··· DATA FOR THE TASK
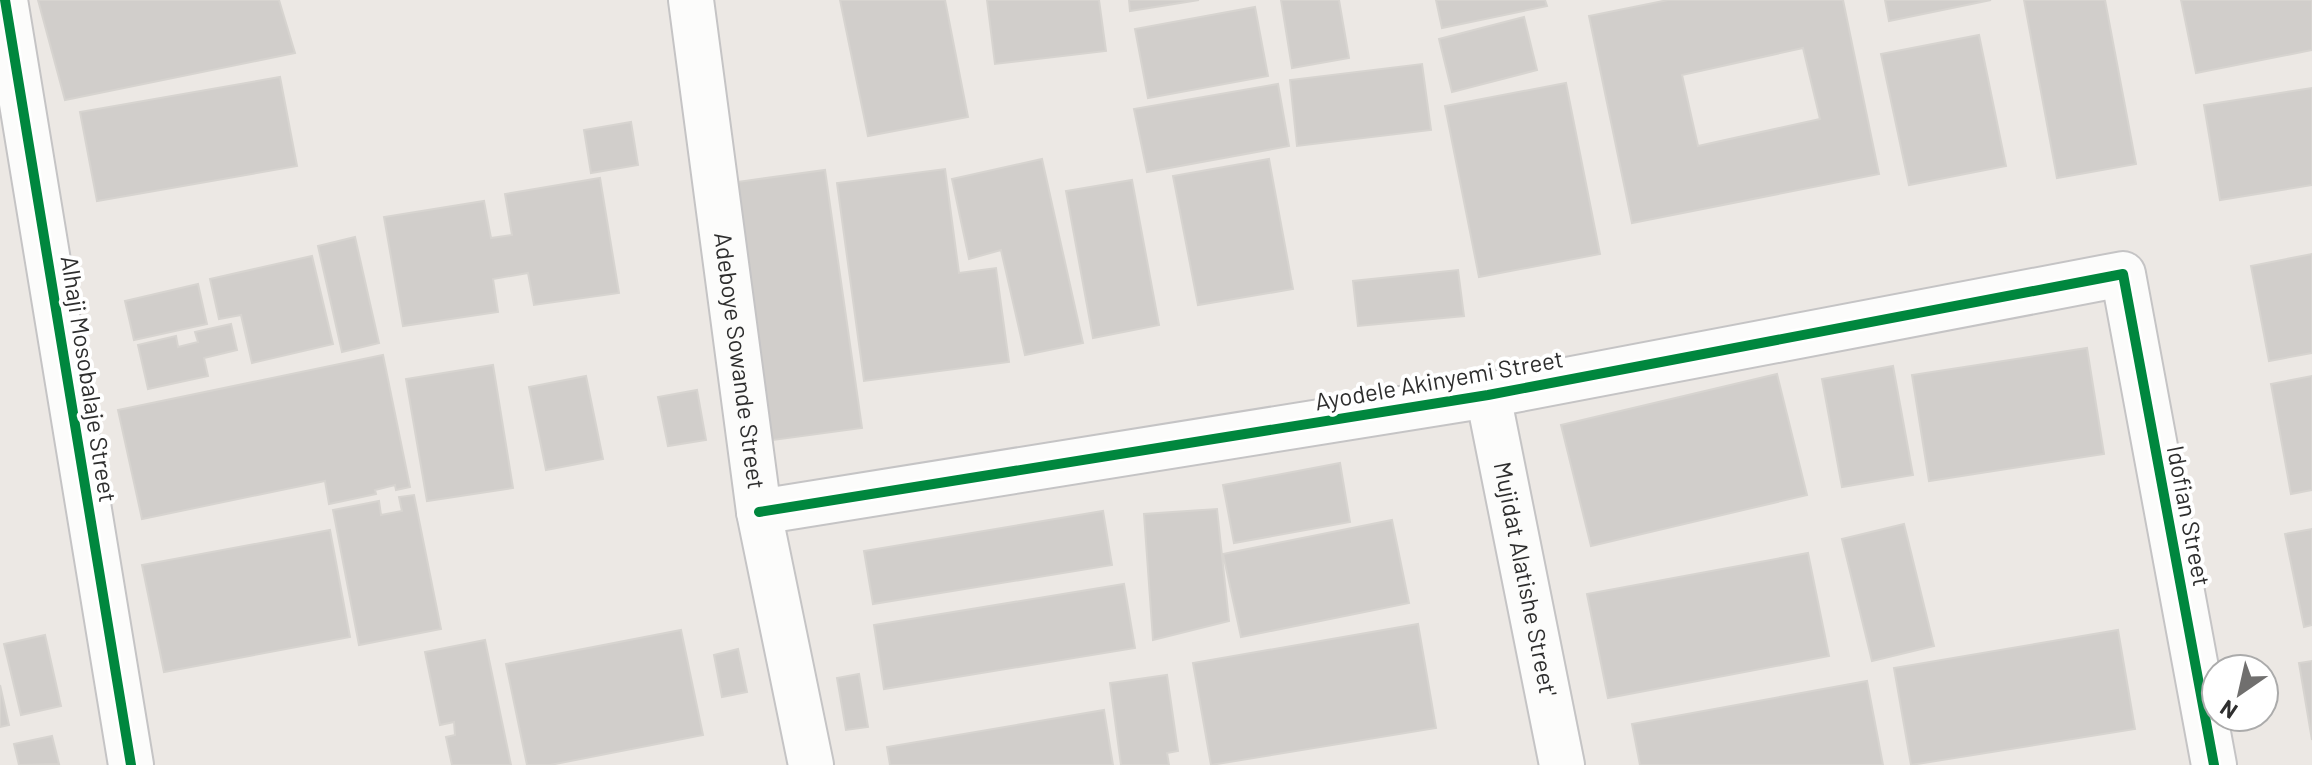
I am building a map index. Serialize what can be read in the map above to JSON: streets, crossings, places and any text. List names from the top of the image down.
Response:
{
  "streets": {
    "street": [
      "Adeboye Sowande Street",
      "Alhaji Mosobalaje Street",
      "Ayodele Akinyemi Street",
      "Idofian Street",
      "Mujidat Alatishe Street'"
    ]
  },
  "crossings": [
    ["Adeboye Sowande Street", "Ayodele Akinyemi Street"],
    ["Ayodele Akinyemi Street", "Idofian Street"],
    ["Ayodele Akinyemi Street", "Mujidat Alatishe Street'"]
  ],
  "north": "bottom left"
}
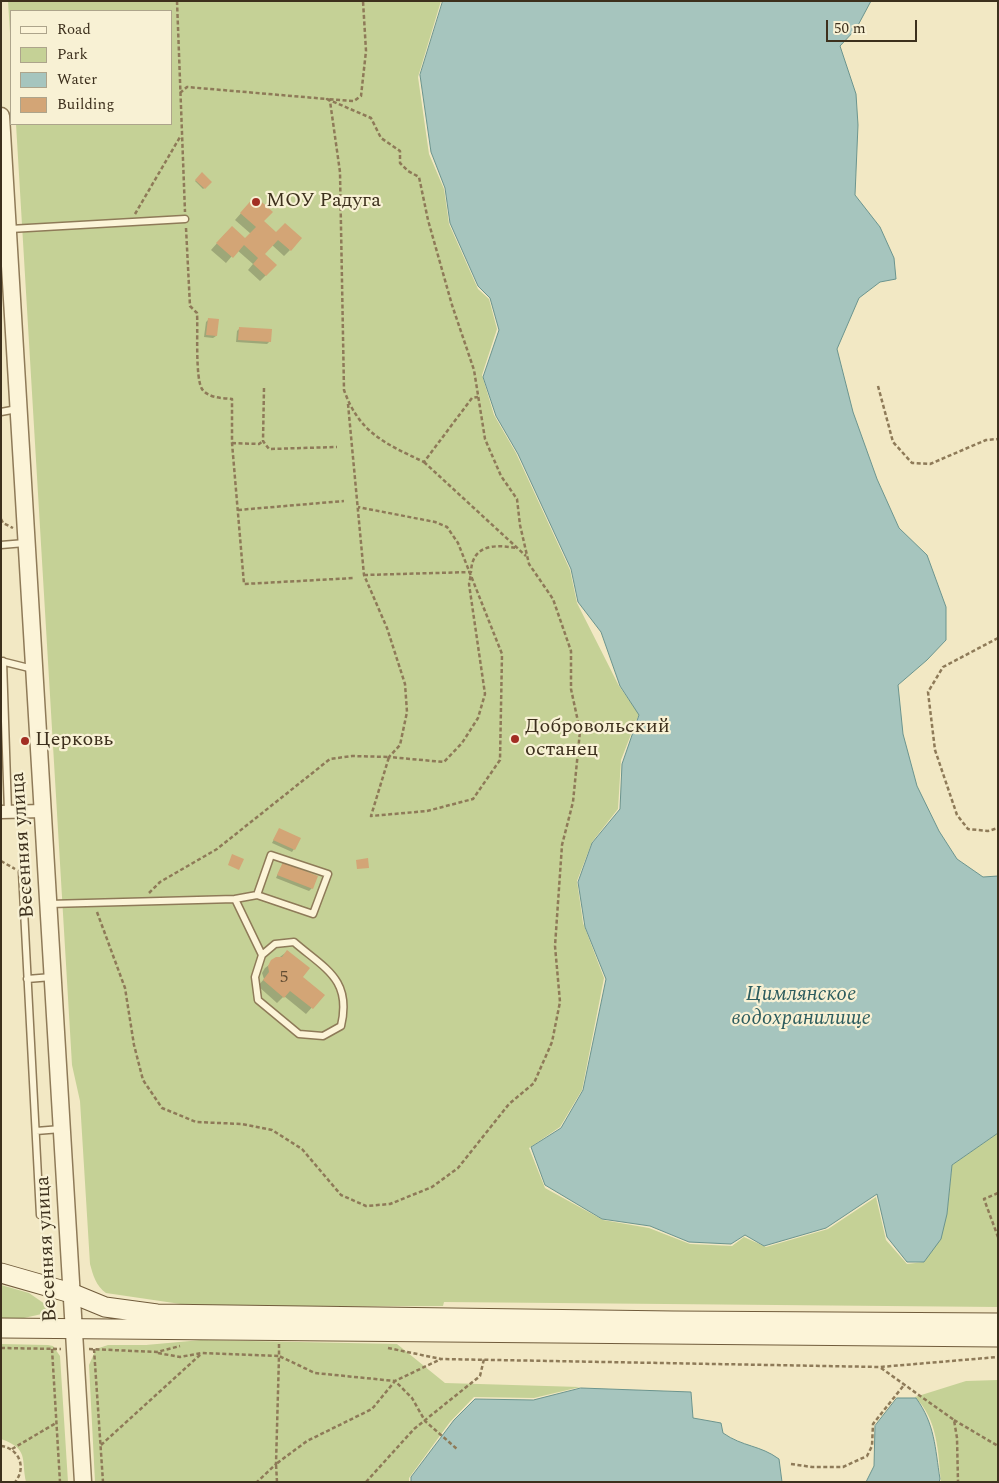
······
*WHAT THE TASK ASKS*: The images are to be left out while the entries are written out exactly.

*RESPONSE BOX*:
I am building a map index. Serialize what can be read in the map above to JSON: streets, crossings, places and any text. List names from the top of the image down.
Response:
{
  "streets": {
    "street": [
      "Adeboye Sowande Street",
      "Alhaji Mosobalaje Street",
      "Ayodele Akinyemi Street",
      "Idofian Street",
      "Mujidat Alatishe Street'"
    ]
  },
  "crossings": [
    ["Adeboye Sowande Street", "Ayodele Akinyemi Street"],
    ["Ayodele Akinyemi Street", "Idofian Street"],
    ["Ayodele Akinyemi Street", "Mujidat Alatishe Street'"]
  ],
  "north": "bottom left"
}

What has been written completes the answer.